Anyone reading this purely as a child safety or campaign finance story might miss the broader architectural war happening here. If you zoom out a little, this is the inevitable, scorched-earth retaliation for Apple's ATT rollout from a few years back.

Apple cost Meta billions by cutting off their data pipeline at the OS level, justifying it with a unilateral privacy moral high ground. Now, Meta is returning the favor. By astroturfing the App Store Accountability Act through digital childhood alliance, Meta is forcing Apple to build, maintain and also bear the legal liability for a wildly complex state-by-state identity verification API.

Gotta give it to Zuck. Standing up a fully-fledged advocacy website 24 hours after domain registration and pushing a bill from a godaddy registration to a signed Utah law in just 77 days is terrifyingly efficient lobbying.

Well, I certainly prefer if big tech fight each other instead of the user as sometimes there might even come something good out of it - like elevated privacy in Apple's ATT case.

Overall, that's the reason anti-trust laws must be applied rigorously, otherwise the normal population has no chance.

Sometimes something good (ATT).

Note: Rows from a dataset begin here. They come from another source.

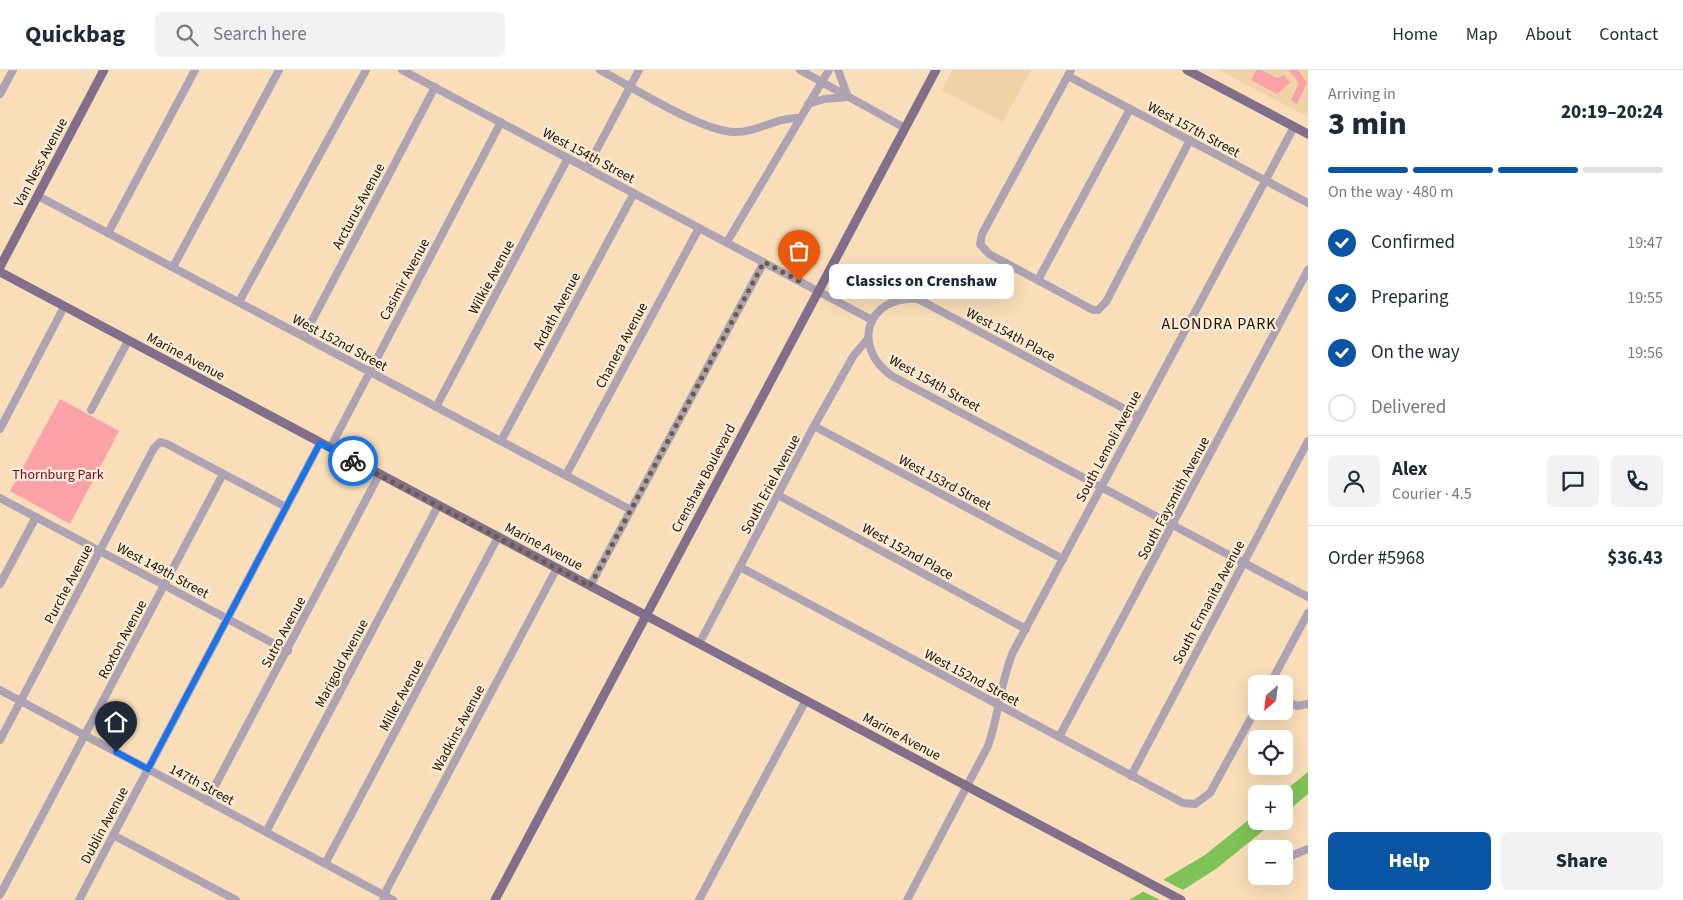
<!DOCTYPE html>
<meta charset="utf-8">
<style>
:root{--surface:#fff;--page:#f2f2f3;--text:#1f2937;--muted:#747a83;--line:#e0e1e3;--accent:#0954a3}
body{margin:0;font-family:"Source Sans 3",sans-serif;background:var(--page);color:var(--text);height:100vh;display:flex;flex-direction:column;font-size:19px;white-space:nowrap}
*{box-sizing:border-box;margin:0}
p{font-size:16px;color:var(--muted)}
.icon{flex:none;width:28px;height:28px;fill:none;stroke:currentColor;stroke-width:2;stroke-linecap:round;stroke-linejoin:round}
.map{position:relative;flex:1;overflow:hidden}
.drawer{display:flex;flex-direction:column;background:var(--surface);width:375px}
.drawer>*{flex:none}
.needle{width:32px;rotate:208deg}
.buttons{position:absolute;left:1248px;top:605px;display:grid;gap:10px}
.buttons a{display:grid;place-items:center;width:45px;height:45px;border-radius:8px;background:var(--surface);box-shadow:0 5px 20px #0002;font-size:25px}
.pin{position:absolute;display:grid;place-items:center;width:42px;height:42px;color:#fff;margin:-51px -21px;border-radius:50% 50% 50% 0;rotate:-45deg;box-shadow:0 0 5px #0007}
.pin .icon{rotate:45deg}
.courier{position:absolute;display:grid;place-items:center;width:50px;height:50px;margin:-25px;border:4px solid #1a73e8;border-radius:50%;background:#fff;color:#222;box-shadow:0 1px 6px #0007}
.bubble{position:absolute;height:35px;border-radius:8px;background:var(--surface);box-shadow:0 5px 20px #0002;font-size:16px;font-weight:800;line-height:35px;text-align:center}
.head em{font-style:normal;font-weight:800}
.head div{display:flex;flex-direction:column-reverse}
.head{display:flex;align-items:center;justify-content:space-between;height:85px;padding:0 20px}
h1{font-size:32px;font-weight:800;line-height:38px}
.bar{display:grid;grid-template-columns:repeat(4,1fr);gap:8px 5px;align-content:center;height:60px;padding:0 20px}
.bar i{height:6px;border-radius:4px;background:var(--line)}
.bar .active{background:var(--accent)}
.bar p{grid-column:span 4}
.line{display:flex;align-items:center;gap:12px;padding:0 20px;border-top:1px solid var(--line)}
.line div{flex:1}
.round{display:grid;place-items:center;flex:none;width:52px;height:52px;border-radius:8px;background:var(--page)}
ol{padding:0 20px;list-style:none}
li{display:flex;align-items:center;gap:15px;height:55px}
li p{margin-inline-start:auto}
li .icon{padding:5px;border-radius:50%;background:var(--accent);color:#fff;stroke-width:4}
li:last-child{color:var(--muted)}
li i{width:28px;height:28px;border:2px solid var(--line);border-radius:50%}
.action{display:flex;gap:10px;margin-top:auto;padding:10px 20px}
.action a{flex:1;height:58px;border-radius:8px;background:var(--accent);color:#fff;font-size:20px;font-weight:800;line-height:58px;text-align:center}
.action a+a{background:var(--page);color:var(--text)}
header{display:flex;align-items:center;gap:30px;box-sizing:border-box;height:70px;padding:0 25px;background:var(--surface);border-bottom:1px solid var(--line)}
header strong{font-size:24px}
nav{display:flex;gap:28px;margin-inline-start:auto;font-size:18px}
.search{width:350px;height:45px;background:var(--page);display:flex;align-items:center;gap:12px;box-sizing:border-box;padding:0 18px;border-radius:8px;color:var(--muted);font-size:19px}
main{display:flex;flex:1;min-height:0}
.map>svg:first-child{display:block}
</style>
<header>
<strong>Quickbag</strong>
<div class="search"><svg class="icon" aria-label="search" viewBox="0 0 24 24"><circle cx="10" cy="10" r="6"/><path d="M15 15l6 6"/></svg>Search here</div>
<nav><a>Home</a><a>Map</a><a>About</a><a>Contact</a></nav>
</header>
<main>
<div class="map">
<svg width="1308" height="830" viewBox="0 0 1308 830">
<rect width="100%" height="100%" fill="#f9deb9"/>
<!-- built -->
<g fill="#f1d1a6">
<polygon points="952,0 1031,0 1003,52 942,20"/>
<polygon points="1219,0 1308,0 1308,47"/>
</g>
<!-- green -->
<g fill="#faa2a8">
<polygon points="1256,0 1261,0 1277,8 1284,5 1290,13 1277,24 1251,10"/>
<polygon points="1289,0 1298,0 1307,13 1297,34 1291,30 1299,13"/>
<polygon points="60,329 119,361 70,454 10,421"/>
</g>
<!-- water -->
<g fill="#7fc257">
<polygon points="1308,702 1308,724 1284,744 1284,724 1281,724"/>
<polygon points="1256,744 1256,751 1275,751 1216,799 1167,830 1129,830 1205,785"/>
</g>
<!-- pier -->
<polygon fill="#f9deb9" points="1162,809 1185,821 1170,830 1160,830 1142,821"/>
<g fill="none" stroke-linecap="round" stroke-linejoin="round">
<!-- minor -->
<g stroke="#aea3b3" stroke-width="8">
<polyline points="402,0 872,250"/>
<path d="M 600,0 C 632,17 699,60 733,62 C 757,63 776,47 800,48"/>
<polyline points="800,0 905,58"/>
<polyline points="1071,0 982,164 980,174 989,184 1093,240 1098,240 1106,232 1190,70"/>
<polyline points="1068,6 1308,133"/>
<polyline points="0,24 13,0"/>
<polyline points="808,34 824,29 848,27 838,0"/>
<polyline points="587,98 639,0"/>
<polyline points="38,126 631,440"/>
<polyline points="108,163 195,0"/>
<polyline points="727,172 829,0"/>
<polyline points="173,197 279,0"/>
<polyline points="1038,210 1130,39"/>
<polyline points="239,232 366,0"/>
<polyline points="304,266 435,17"/>
<polyline points="436,337 568,88"/>
<polyline points="91,340 128,271"/>
<path d="M 1138,346 L 918,229 C 866,225 851,278 892,306 L 1308,527"/>
<polyline points="814,356 1063,489"/>
<polyline points="0,359 64,237"/>
<polyline points="501,371 634,123"/>
<polyline points="330,378 501,52"/>
<polyline points="566,405 699,158"/>
<polyline points="778,425 1026,559"/>
<polyline points="0,428 288,581"/>
<polyline points="740,497 1183,733 1195,734 1210,723 1256,639"/>
<polyline points="0,514 36,447"/>
<polyline points="590,516 764,192"/>
<polyline points="699,574 814,356 854,285 867,270"/>
<polyline points="1270,614 1308,543"/>
<polyline points="0,620 393,830"/>
<polyline points="1284,630 1297,636 1308,634"/>
<polyline points="1059,667 1308,200"/>
<polyline points="0,670 154,378 160,372 167,374 286,437"/>
<polyline points="1131,706 1308,371"/>
<polyline points="207,731 379,405"/>
<polyline points="266,762 438,436"/>
<polyline points="113,765 236,830"/>
<polyline points="1291,786 1308,779"/>
<polyline points="325,794 498,467"/>
<polyline points="0,825 223,404"/>
<polyline points="79,830 320,373"/>
<polyline points="383,830 387,819 557,498"/>
<polyline points="699,830 806,630"/>
<path d="M 907,830 L 988,676 C 999,645 1000,613 1013,582 L 1294,57"/>
</g>
<!-- major -->
<g stroke="#826f8b" stroke-width="9">
<polyline points="1187,0 1308,64"/>
<polyline points="0,197 104,0"/>
<polyline points="0,202 1181,830"/>
<polyline points="495,830 936,0"/>
</g>
</g>
<g fill="none" stroke-linecap="round" stroke-linejoin="round">
<!-- done -->
<polyline stroke="#6a5b45" stroke-width="5" stroke-dasharray="0 9" points="353,391 590,516 764,192 799,211"/>
<!-- route -->
<polyline stroke="#1a73e8" stroke-width="6" points="116,682 148,699 320,373 353,391"/>
</g>
<g text-anchor="middle" stroke-width="4.5" stroke-linejoin="round" paint-order="stroke">
<!-- street labels -->
<g font-size="14" fill="#1d1406" stroke="#fdedd7">
<text transform="translate(1194 59) rotate(28)" y="5">West 157th Street</text>
<text transform="translate(589 85) rotate(28)" y="5">West 154th Street</text>
<text transform="translate(40 92) rotate(-62)" y="5">Van Ness Avenue</text>
<text transform="translate(358 136) rotate(-62)" y="5">Arcturus Avenue</text>
<text transform="translate(491 207) rotate(-62)" y="5">Wilkie Avenue</text>
<text transform="translate(404 209) rotate(-62)" y="5">Casimir Avenue</text>
<text transform="translate(556 241) rotate(-62)" y="5">Ardath Avenue</text>
<text transform="translate(1011 264) rotate(28)" y="5">West 154th Place</text>
<text transform="translate(340 272) rotate(28)" y="5">West 152nd Street</text>
<text transform="translate(621 275) rotate(-62)" y="5">Chanera Avenue</text>
<text transform="translate(186 286) rotate(28)" y="5">Marine Avenue</text>
<text transform="translate(935 313) rotate(29)" y="5">West 154th Street</text>
<text transform="translate(1108 376) rotate(-62)" y="5">South Lemoli Avenue</text>
<text transform="translate(703 408) rotate(-62)" y="5">Crenshaw Boulevard</text>
<text transform="translate(945 412) rotate(28)" y="5">West 153rd Street</text>
<text transform="translate(770 414) rotate(-62)" y="5">South Eriel Avenue</text>
<text transform="translate(1173 428) rotate(-62)" y="5">South Faysmith Avenue</text>
<text transform="translate(544 476) rotate(28)" y="5">Marine Avenue</text>
<text transform="translate(908 481) rotate(29)" y="5">West 152nd Place</text>
<text transform="translate(163 500) rotate(28)" y="5">West 149th Street</text>
<text transform="translate(68 514) rotate(-62)" y="5">Purche Avenue</text>
<text transform="translate(1208 532) rotate(-62)" y="5">South Ermanita Avenue</text>
<text transform="translate(283 562) rotate(-62)" y="5">Sutro Avenue</text>
<text transform="translate(122 569) rotate(-62)" y="5">Roxton Avenue</text>
<text transform="translate(341 593) rotate(-62)" y="5">Marigold Avenue</text>
<text transform="translate(972 607) rotate(28)" y="5">West 152nd Street</text>
<text transform="translate(401 625) rotate(-62)" y="5">Miller Avenue</text>
<text transform="translate(458 658) rotate(-62)" y="5">Wadkins Avenue</text>
<text transform="translate(902 666) rotate(28)" y="5">Marine Avenue</text>
<text transform="translate(202 714) rotate(28)" y="5">147th Street</text>
<text transform="translate(104 755) rotate(-62)" y="5">Dublin Avenue</text>
</g>
<!-- park labels -->
<g font-size="14" fill="#7b0024" stroke="#fdedd7">
<text x="58" y="409">Thornburg Park</text>
</g>
<!-- quarter labels -->
<g font-size="16" letter-spacing="1" fill="#1d1406" stroke="#fdedd7">
<text x="1219" y="259">ALONDRA PARK</text>
</g>
</g>
</svg>
<div class="buttons">
<a><svg class="needle" viewBox="-14 -14 28 28"><path d="M0-13l5 13h-10z" fill="#e53935"/><path d="M0 13l5-13h-10z" fill="#747a83"/></svg></a>
<a><svg class="icon" aria-label="locate" viewBox="0 0 24 24"><circle cx="12" cy="12" r="6"/><path d="M12 2v4M12 18v4M2 12h4M18 12h4"/></svg></a>
<a>+</a>
<a>−</a>
</div>
<div class="pin" style="left:799px;top:211px;background:#ea580c"><svg class="icon" aria-label="bag" viewBox="0 0 24 24"><path d="M5 8h14l-1 12H6zM9 8a3 3 0 0 1 6 0"/></svg></div>
<div class="pin" style="left:116px;top:682px;background:#1f2937"><svg class="icon" aria-label="home" viewBox="0 0 24 24"><path d="M3 11l9-7 9 7M6 9v11h12V9"/></svg></div>
<div class="courier" style="left:353px;top:391px"><svg class="icon" aria-label="bike" viewBox="0 0 24 24"><circle cx="6" cy="16" r="4"/><circle cx="18" cy="16" r="4"/><path d="M6 16l4-8h5l3 8M10 8l3 8H6M13 5h3"/></svg></div>
<div class="bubble" style="left:829px;top:194px;width:185px">Classics on Crenshaw</div>
</div>
<section class="drawer">
<div class="head"><div><h1>3 min</h1><p>Arriving in</p></div><em>20:19–20:24</em></div>
<div class="bar"><i class="active"></i><i class="active"></i><i class="active"></i><i></i><p>On the way · 480 m</p></div>
<ol>
<li><svg class="icon" aria-label="check" viewBox="0 0 24 24"><path d="M5 12l5 5 9-10"/></svg>Confirmed<p>19:47</p></li>
<li><svg class="icon" aria-label="check" viewBox="0 0 24 24"><path d="M5 12l5 5 9-10"/></svg>Preparing<p>19:55</p></li>
<li><svg class="icon" aria-label="check" viewBox="0 0 24 24"><path d="M5 12l5 5 9-10"/></svg>On the way<p>19:56</p></li>
<li><i></i>Delivered</li>
</ol>
<div class="line" style="height:90px"><a class="round"><svg class="icon" aria-label="person" viewBox="0 0 24 24"><circle cx="12" cy="8" r="4"/><path d="M4 21q1-7 8-7t8 7"/></svg></a><div><b>Alex</b><p>Courier · 4.5</p></div><a class="round"><svg class="icon" aria-label="chat" viewBox="0 0 24 24"><path d="M4 5h16v11H9l-5 4z"/></svg></a><a class="round"><svg class="icon" aria-label="phone" viewBox="0 0 24 24"><path d="M5 4h4l2 5-3 2q2 4 5 5l2-3 5 2v4C11 20 4 13 5 4z"/></svg></a></div>
<div class="line" style="height:65px"><div>Order #5968</div><b>$36.43</b></div>
<div class="action"><a>Help</a><a>Share</a></div>
</section>
</main>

Sometimes something bad (this terrible age-verification thing that is a huge barrier to entry for small entrants and comes with massive state surveillance risk).

In the end, all the little people are just collateral damage or occasionally they get some collateral benefits from wherever the munitions land.

Personally I've lived in the world of "small entrants" and can see that but I think the average voter doesn't really understand that "just anybody" could have created an online service. That is, they think you have to have VC money, be based in Silicon Valley, have to have connections at tha pp store, that it's a right for "them" and not for "us".
This isn't about the average voter-- this is about an entrenched industry creating structural barriers to entry to protect growing monopoly power.